De mis labios desapareció cualquier vestigio de risa. Confiaba en la prudencia de Yolanda.

—Inmediatamente vamos para allá.

Como velada familiar había sido bastante agitada, pensé mientras íbamos en el coche, aunque por lo menos el aburrimiento no había hecho su aparición.

El misterio de Sonia enseguida se desveló, le había dado un pequeño ataque de ansiedad del que se recuperaba en la enfermería, nada de cuidado. ¿El motivo? La fuerte impresión que le había causado la llamada que recibió y las consecuencias que ésta tuvo. Yolanda nos lo explicó muy gráficamente.

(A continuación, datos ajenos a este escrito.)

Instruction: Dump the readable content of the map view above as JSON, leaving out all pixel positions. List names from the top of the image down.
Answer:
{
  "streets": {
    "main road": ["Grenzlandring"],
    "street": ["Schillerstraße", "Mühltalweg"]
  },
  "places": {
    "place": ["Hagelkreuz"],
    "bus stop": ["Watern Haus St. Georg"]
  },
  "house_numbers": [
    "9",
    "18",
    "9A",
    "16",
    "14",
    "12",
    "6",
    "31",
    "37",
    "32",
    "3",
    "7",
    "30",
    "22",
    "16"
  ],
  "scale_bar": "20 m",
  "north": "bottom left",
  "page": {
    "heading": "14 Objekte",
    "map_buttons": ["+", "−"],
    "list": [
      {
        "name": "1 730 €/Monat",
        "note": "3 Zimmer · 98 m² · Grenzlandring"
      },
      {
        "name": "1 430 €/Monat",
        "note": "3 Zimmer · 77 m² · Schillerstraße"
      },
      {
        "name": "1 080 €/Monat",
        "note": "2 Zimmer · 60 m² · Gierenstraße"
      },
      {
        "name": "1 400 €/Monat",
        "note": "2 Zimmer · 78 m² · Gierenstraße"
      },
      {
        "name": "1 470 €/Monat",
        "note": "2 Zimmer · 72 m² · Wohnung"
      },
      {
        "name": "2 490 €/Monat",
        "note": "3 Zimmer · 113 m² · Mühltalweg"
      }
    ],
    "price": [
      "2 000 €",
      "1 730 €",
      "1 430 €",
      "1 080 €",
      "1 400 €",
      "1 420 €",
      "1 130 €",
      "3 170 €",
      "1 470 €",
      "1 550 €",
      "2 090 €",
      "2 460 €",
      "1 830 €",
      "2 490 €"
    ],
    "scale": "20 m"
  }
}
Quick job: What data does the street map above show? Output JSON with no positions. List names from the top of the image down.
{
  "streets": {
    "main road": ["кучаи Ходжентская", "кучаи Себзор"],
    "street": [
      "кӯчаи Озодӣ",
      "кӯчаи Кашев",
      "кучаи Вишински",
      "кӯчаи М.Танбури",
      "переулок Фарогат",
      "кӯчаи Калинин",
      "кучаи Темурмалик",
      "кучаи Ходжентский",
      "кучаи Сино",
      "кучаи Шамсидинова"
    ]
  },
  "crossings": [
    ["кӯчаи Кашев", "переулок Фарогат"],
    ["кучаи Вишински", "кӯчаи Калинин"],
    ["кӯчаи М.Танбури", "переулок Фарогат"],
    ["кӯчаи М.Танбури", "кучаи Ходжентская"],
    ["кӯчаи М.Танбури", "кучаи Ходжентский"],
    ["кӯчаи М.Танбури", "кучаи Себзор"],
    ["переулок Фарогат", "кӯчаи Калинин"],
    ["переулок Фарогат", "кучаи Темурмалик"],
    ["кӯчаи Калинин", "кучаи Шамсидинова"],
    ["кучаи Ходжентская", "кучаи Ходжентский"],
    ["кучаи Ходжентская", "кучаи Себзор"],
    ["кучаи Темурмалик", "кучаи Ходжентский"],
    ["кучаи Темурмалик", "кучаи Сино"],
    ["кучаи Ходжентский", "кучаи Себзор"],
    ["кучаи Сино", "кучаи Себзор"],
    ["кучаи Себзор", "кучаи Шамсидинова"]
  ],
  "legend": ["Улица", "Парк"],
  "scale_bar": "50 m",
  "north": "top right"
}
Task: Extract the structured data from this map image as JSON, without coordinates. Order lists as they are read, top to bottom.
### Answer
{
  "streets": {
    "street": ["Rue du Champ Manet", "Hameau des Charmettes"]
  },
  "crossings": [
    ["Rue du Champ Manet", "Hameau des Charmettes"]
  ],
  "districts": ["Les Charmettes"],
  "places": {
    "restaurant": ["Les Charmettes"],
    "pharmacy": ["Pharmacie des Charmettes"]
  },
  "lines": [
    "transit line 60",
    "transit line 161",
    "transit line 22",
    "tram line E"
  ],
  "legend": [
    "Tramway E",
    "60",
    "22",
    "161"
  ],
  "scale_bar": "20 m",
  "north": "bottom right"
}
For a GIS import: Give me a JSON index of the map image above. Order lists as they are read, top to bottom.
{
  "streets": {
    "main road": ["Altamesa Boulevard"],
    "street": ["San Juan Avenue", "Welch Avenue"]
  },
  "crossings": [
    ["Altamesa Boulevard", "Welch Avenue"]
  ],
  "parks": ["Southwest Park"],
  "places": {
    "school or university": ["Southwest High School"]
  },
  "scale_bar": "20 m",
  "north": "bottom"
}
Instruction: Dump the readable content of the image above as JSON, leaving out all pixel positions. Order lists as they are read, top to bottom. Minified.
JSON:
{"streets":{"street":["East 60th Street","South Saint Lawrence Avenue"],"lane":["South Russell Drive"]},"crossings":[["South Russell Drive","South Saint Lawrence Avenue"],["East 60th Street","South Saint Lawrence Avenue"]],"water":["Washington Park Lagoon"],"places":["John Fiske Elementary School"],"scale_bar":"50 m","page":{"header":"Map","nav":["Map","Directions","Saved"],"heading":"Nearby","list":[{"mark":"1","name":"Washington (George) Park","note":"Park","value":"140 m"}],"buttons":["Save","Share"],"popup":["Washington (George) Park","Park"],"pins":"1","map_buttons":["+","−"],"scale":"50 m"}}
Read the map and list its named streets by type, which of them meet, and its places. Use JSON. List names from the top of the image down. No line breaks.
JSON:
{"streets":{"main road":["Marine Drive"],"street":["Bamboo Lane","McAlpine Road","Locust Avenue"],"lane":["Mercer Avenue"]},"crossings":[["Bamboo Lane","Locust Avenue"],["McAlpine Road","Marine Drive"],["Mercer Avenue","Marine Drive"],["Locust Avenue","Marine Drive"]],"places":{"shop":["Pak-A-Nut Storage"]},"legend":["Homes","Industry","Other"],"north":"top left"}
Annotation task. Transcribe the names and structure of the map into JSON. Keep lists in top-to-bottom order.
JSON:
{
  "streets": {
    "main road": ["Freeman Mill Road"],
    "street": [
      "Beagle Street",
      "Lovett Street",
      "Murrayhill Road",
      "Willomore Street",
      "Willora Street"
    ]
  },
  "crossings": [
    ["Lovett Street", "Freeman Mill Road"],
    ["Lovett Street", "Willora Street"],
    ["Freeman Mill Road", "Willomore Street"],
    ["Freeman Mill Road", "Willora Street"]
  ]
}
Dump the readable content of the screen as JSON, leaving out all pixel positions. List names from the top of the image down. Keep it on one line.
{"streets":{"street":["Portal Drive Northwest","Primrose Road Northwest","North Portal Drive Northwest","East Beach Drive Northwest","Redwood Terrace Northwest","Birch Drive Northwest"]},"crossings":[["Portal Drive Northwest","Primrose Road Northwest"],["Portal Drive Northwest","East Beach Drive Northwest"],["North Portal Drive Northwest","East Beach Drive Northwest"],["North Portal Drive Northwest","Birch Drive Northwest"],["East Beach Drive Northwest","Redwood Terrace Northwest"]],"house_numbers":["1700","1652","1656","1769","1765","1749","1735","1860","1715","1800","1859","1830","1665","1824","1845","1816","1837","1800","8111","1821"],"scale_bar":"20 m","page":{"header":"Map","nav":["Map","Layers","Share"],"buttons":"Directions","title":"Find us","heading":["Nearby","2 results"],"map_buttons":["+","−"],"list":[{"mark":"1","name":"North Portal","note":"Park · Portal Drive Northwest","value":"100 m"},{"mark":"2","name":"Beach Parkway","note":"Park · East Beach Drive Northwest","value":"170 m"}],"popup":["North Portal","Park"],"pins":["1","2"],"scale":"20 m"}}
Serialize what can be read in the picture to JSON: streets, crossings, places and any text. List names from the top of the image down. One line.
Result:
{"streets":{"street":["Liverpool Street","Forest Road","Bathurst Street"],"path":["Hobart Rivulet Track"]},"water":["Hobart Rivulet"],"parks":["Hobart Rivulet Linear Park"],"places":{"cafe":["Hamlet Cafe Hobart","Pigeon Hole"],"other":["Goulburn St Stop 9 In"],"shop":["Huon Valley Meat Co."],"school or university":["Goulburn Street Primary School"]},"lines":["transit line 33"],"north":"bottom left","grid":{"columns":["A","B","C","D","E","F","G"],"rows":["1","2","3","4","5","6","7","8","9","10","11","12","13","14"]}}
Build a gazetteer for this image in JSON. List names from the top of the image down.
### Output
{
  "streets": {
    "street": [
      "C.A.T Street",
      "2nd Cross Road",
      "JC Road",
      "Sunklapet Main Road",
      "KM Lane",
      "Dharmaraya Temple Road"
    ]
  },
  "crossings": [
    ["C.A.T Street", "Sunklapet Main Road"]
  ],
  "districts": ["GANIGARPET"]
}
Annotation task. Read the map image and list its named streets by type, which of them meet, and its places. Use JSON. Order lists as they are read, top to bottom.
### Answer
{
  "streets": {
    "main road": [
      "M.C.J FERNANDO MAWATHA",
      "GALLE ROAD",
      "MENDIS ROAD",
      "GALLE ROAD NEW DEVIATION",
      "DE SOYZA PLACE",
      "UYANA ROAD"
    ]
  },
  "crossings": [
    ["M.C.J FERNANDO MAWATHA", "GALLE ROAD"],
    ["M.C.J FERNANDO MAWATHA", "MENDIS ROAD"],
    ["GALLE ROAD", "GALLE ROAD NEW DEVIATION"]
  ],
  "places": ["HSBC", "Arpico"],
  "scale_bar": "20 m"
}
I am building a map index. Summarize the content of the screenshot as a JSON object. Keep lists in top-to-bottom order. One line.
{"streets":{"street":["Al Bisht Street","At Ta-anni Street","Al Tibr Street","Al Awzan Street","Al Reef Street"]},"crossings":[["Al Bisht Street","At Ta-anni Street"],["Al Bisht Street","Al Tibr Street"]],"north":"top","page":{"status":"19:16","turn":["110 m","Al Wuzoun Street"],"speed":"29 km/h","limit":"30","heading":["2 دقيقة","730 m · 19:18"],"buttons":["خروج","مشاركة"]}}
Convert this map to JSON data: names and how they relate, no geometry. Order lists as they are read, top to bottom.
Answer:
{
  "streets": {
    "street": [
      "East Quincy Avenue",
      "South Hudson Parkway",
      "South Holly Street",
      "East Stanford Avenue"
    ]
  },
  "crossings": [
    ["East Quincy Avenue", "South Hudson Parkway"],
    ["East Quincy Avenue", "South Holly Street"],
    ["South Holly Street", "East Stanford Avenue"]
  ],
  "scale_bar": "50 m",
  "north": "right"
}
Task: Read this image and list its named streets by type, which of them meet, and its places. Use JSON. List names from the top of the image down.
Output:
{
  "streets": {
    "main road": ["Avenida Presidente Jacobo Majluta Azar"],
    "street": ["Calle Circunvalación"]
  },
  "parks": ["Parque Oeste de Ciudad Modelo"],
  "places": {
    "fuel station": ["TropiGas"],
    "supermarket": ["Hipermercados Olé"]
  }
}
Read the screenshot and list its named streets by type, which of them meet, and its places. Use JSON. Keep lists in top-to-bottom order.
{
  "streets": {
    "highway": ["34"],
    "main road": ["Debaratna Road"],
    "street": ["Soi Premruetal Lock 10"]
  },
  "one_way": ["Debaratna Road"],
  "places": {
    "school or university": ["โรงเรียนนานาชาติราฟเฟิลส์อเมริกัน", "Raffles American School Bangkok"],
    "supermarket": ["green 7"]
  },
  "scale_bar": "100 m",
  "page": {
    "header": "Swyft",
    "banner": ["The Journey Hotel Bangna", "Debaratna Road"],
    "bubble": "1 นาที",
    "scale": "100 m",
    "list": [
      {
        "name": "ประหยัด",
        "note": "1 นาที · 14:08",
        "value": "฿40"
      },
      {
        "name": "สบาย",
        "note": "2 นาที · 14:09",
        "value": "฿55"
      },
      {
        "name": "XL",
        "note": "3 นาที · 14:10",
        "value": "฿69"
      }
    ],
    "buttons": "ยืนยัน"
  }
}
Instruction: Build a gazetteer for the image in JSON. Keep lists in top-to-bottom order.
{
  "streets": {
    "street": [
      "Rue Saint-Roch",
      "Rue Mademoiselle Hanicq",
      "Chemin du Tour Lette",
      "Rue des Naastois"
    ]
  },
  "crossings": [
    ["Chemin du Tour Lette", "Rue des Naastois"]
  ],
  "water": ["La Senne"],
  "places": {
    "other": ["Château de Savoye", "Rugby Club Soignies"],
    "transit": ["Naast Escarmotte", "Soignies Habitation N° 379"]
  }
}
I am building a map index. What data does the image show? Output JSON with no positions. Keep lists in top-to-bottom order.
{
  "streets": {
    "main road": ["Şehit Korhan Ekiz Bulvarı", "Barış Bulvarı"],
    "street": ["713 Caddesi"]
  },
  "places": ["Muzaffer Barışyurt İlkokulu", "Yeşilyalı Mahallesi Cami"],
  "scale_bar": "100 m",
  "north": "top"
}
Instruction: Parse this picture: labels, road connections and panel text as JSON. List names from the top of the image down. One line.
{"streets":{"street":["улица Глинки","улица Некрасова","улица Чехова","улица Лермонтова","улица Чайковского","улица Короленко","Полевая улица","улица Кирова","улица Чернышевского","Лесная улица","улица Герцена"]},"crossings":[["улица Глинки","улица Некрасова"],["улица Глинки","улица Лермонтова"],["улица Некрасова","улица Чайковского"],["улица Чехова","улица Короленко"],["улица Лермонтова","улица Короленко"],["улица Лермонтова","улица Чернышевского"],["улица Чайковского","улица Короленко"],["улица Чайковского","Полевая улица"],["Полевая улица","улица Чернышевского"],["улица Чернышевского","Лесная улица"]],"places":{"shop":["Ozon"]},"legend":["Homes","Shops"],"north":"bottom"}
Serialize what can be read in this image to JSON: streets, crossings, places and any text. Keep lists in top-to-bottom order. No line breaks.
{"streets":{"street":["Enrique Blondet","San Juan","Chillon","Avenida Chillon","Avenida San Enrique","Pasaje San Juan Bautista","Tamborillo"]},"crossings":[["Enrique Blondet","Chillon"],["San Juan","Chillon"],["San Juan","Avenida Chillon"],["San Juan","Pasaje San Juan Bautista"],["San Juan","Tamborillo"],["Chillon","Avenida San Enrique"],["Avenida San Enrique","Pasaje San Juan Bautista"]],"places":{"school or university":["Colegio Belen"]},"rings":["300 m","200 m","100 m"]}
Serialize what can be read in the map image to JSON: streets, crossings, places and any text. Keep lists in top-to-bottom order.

—Una señora encontró un paquete misterioso en la plaza de Sant Felip Neri, en un rincón. Como no se fiaba ni un pelo llamó a la Guardia Urbana, que lo recogió. No presentaba signos de ser explosivo, así que lo abrieron. Se quedaron acojonados con el contenido, pero uno de los agentes lo relacionó con nuestro caso y lo trajo aquí. Como de nuestro equipo sólo estaba Sonia lo dejaron encima de su mesa y ella se lo encontró y, claro, por poco no le da un telele cuando lo vio.

—¿Se puede saber de qué estamos hablando? ¿Dónde está el paquete en cuestión?

—Se lo han llevado al despacho del comisario.

—¡Joder, Yolanda!, pero ¿qué era?

—Parece ser que la pata de la momia.

—¡¿Qué?!

—Bueno, el pie, el pie cortado. Pero hablo por hablar porque yo no he podido verlo aún. Se lo ha apalancado el comisario Coronas como si fuera un tesoro.

Salí disparada y Garzón me siguió. Sin embargo, el comisario Coronas ya no tenía el pie de fray Asercio en su poder.

—Lo he mandado al laboratorio de análisis para que hagan una autentificación, aunque les aseguro que me sorprendería saber que es falso. Lo mismo pensaba Villamagna cuando lo ha visto.